Recognizing the relevance of securing inter-domain routing to protect traffic flows in the Internet, the Internet Engineering Task Force (IETF) standardized the Resource Public Key Infrastructure (RPKI), a framework to provide networks with a system to cryptographically validate routing data. Despite many obstacles, RPKI has emerged as the consensus to improve routing security and currently about 50% of routed IP address blocks are part of the system. The Regional Internet Registries (RIRs) are in charge of allocating address space in five different geographical zones and play a crucial role in RPKI: they are the roots of trust of the cryptographic system and provide the infrastructure to host RPKI certificates and keys for the Internet resources allocated in their region.

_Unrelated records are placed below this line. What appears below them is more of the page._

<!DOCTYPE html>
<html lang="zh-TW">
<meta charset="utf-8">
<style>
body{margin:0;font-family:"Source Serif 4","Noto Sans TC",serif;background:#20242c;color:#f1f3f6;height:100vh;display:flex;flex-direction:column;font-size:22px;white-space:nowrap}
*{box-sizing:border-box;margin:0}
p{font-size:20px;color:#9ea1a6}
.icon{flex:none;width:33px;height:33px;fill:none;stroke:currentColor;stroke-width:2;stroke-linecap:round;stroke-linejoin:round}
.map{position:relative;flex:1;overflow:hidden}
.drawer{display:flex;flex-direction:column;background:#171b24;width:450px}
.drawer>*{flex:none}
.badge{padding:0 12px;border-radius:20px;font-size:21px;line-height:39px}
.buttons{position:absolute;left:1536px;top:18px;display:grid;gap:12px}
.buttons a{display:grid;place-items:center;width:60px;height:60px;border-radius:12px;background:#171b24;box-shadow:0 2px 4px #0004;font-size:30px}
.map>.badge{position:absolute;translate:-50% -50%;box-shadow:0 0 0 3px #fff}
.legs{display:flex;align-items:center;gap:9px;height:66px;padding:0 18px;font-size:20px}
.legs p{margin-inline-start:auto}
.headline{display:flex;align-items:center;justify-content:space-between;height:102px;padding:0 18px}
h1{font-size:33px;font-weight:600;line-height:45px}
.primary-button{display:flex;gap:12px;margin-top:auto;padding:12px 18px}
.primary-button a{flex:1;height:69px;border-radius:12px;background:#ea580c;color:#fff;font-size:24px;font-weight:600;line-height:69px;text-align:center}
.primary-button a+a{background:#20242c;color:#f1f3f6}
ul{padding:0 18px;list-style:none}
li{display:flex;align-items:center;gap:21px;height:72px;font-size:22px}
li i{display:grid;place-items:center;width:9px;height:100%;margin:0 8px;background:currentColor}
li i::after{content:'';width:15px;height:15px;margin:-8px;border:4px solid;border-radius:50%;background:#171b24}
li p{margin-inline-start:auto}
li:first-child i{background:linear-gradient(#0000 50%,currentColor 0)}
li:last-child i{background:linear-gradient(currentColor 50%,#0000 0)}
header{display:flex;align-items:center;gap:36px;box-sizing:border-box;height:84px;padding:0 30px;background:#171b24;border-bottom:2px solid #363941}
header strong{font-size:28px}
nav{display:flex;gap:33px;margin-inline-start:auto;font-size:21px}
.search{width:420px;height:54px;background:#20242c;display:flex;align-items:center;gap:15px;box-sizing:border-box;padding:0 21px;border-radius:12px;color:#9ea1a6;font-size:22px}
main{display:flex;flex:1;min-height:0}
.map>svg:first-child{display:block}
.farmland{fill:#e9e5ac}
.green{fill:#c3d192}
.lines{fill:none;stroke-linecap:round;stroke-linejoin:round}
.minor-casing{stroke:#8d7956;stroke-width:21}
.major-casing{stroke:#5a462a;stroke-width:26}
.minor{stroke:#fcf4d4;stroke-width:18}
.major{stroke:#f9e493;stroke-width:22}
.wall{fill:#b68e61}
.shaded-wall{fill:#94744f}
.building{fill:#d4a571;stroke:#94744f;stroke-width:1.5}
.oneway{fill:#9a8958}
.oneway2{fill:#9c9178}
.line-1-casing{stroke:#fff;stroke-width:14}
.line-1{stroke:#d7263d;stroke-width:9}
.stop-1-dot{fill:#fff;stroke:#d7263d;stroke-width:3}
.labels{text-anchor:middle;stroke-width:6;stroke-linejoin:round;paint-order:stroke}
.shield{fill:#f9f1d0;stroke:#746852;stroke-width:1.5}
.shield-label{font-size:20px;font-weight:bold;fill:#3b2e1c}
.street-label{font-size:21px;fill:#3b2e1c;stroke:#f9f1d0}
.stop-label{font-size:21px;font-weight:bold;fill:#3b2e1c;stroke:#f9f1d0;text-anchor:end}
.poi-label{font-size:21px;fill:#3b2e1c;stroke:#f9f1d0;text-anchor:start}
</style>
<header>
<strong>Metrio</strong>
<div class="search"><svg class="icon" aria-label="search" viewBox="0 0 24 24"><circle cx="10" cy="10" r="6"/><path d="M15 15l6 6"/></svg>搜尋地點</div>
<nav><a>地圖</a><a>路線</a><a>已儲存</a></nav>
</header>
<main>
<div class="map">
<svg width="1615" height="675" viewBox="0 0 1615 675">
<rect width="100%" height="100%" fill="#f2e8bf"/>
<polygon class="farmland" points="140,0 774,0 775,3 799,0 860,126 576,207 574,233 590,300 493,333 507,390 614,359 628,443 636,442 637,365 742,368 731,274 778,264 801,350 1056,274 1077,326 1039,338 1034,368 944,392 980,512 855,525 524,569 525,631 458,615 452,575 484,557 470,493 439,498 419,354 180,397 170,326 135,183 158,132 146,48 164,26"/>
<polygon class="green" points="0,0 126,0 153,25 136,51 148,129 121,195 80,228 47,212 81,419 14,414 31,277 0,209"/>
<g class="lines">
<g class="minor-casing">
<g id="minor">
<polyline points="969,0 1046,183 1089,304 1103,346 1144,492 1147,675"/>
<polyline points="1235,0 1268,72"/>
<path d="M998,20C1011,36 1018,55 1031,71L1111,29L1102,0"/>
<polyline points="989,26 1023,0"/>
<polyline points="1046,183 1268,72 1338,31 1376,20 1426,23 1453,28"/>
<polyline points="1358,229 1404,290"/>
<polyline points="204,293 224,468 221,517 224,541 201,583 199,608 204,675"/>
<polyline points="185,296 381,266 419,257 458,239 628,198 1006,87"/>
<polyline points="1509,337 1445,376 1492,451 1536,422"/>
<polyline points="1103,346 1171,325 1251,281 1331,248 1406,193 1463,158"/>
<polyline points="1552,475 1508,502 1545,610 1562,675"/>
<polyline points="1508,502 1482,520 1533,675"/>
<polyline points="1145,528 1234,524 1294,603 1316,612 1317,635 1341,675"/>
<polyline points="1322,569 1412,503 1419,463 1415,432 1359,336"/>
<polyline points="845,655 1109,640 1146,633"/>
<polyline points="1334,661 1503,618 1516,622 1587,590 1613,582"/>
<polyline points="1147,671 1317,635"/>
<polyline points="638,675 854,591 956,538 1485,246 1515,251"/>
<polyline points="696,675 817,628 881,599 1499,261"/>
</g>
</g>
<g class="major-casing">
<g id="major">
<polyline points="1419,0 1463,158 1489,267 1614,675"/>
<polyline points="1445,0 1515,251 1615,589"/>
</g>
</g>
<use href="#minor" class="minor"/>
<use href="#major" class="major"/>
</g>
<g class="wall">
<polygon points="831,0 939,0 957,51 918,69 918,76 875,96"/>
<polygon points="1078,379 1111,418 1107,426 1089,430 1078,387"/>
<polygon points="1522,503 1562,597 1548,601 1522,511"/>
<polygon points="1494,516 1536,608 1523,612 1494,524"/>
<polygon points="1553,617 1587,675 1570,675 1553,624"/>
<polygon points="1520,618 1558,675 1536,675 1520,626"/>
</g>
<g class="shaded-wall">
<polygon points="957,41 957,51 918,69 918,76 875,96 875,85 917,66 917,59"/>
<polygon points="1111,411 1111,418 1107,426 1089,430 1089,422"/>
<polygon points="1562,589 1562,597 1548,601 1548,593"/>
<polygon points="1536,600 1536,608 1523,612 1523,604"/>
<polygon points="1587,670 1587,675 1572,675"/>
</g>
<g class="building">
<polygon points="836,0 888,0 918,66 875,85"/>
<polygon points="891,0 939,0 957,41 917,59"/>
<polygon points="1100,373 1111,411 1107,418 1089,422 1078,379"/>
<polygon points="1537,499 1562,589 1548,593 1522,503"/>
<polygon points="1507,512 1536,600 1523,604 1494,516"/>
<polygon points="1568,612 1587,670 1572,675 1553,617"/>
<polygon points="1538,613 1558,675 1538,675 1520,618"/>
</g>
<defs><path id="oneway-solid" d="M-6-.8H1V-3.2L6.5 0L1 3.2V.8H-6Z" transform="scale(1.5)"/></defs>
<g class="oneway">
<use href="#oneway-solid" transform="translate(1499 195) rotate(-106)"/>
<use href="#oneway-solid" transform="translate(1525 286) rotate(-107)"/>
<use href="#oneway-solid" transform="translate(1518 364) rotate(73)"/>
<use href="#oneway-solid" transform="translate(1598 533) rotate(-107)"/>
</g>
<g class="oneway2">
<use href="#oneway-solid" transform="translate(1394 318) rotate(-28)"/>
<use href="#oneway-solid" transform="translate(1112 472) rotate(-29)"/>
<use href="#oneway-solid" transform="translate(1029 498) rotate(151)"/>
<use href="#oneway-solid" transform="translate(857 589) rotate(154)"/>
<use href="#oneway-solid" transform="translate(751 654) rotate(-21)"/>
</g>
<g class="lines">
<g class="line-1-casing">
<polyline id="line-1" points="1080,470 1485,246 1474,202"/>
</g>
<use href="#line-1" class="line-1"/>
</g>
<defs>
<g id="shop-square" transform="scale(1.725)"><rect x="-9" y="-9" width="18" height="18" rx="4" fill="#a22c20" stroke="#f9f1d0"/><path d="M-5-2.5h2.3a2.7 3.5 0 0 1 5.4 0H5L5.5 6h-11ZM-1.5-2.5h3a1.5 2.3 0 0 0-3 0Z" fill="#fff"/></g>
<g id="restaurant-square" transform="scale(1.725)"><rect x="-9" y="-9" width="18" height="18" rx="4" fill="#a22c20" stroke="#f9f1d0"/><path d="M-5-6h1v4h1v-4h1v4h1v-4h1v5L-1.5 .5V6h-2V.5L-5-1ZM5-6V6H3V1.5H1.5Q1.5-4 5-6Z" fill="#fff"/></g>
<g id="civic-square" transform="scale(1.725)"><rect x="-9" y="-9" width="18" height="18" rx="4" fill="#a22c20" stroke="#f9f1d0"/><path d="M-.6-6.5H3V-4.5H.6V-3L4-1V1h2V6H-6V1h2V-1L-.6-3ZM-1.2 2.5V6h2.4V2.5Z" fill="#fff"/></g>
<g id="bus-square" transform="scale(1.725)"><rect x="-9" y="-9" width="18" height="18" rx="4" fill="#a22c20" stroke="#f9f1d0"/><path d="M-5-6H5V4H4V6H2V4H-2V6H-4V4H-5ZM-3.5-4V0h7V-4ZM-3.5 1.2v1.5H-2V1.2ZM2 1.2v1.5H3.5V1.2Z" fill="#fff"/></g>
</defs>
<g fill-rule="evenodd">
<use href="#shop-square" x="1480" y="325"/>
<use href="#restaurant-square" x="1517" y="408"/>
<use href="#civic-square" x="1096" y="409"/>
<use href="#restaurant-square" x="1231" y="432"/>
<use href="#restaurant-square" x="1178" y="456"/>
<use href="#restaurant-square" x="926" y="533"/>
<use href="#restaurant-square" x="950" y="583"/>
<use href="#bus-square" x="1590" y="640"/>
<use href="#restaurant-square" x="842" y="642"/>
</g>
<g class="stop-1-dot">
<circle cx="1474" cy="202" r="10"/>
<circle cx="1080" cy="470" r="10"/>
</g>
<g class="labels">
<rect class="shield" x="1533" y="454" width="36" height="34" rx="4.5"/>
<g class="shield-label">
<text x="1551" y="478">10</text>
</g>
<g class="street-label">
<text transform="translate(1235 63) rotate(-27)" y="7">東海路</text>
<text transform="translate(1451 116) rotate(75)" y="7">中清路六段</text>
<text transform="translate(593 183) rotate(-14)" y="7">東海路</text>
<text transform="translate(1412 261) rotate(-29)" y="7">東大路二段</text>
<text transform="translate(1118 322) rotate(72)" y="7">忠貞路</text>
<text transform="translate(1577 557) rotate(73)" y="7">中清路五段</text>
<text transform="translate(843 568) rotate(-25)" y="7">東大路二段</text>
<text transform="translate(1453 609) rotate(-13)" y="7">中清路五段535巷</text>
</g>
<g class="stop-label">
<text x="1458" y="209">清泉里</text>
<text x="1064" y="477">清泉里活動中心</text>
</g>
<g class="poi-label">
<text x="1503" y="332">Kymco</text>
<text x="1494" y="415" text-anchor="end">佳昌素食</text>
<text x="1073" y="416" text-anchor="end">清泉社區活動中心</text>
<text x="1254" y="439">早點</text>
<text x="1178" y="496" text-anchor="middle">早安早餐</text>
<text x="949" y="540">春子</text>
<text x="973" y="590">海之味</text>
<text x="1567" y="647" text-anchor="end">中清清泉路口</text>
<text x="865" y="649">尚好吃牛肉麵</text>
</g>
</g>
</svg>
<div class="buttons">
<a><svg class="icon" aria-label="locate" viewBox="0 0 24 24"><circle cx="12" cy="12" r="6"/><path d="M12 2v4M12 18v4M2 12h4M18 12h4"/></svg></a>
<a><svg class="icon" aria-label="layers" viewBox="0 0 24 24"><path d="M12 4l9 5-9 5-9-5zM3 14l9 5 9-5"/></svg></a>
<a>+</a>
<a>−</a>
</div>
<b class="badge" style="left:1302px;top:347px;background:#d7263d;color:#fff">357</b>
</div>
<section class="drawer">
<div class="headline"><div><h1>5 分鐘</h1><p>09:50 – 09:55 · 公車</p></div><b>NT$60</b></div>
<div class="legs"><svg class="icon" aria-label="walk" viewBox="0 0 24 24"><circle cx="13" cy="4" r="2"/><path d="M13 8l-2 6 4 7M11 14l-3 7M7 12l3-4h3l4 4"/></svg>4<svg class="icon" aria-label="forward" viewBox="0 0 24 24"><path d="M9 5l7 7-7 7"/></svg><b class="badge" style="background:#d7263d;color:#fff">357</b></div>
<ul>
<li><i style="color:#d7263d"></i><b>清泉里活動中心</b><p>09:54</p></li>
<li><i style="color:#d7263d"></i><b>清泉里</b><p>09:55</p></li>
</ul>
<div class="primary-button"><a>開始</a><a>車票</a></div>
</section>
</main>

Organizations and networks wanting to issue RPKI records for their address space need to follow the process from the RIR that delegated their address space. In this paper, we analyze the RIRs’ implementation of RPKI infrastructure from the perspective of network operators. Based on in-depth interviews with 13 network engineers who have been involved in their organizations’ efforts to adopt RPKI, we examine the RIR initiatives that have or would have most supported RPKI adoption for different types of organizations. Given RIRs have independently developed and implemented the cryptographic infrastructure as well as the tooling to issue and manage certificates, we offer recommendations on strategies that have encouraged RPKI adoption.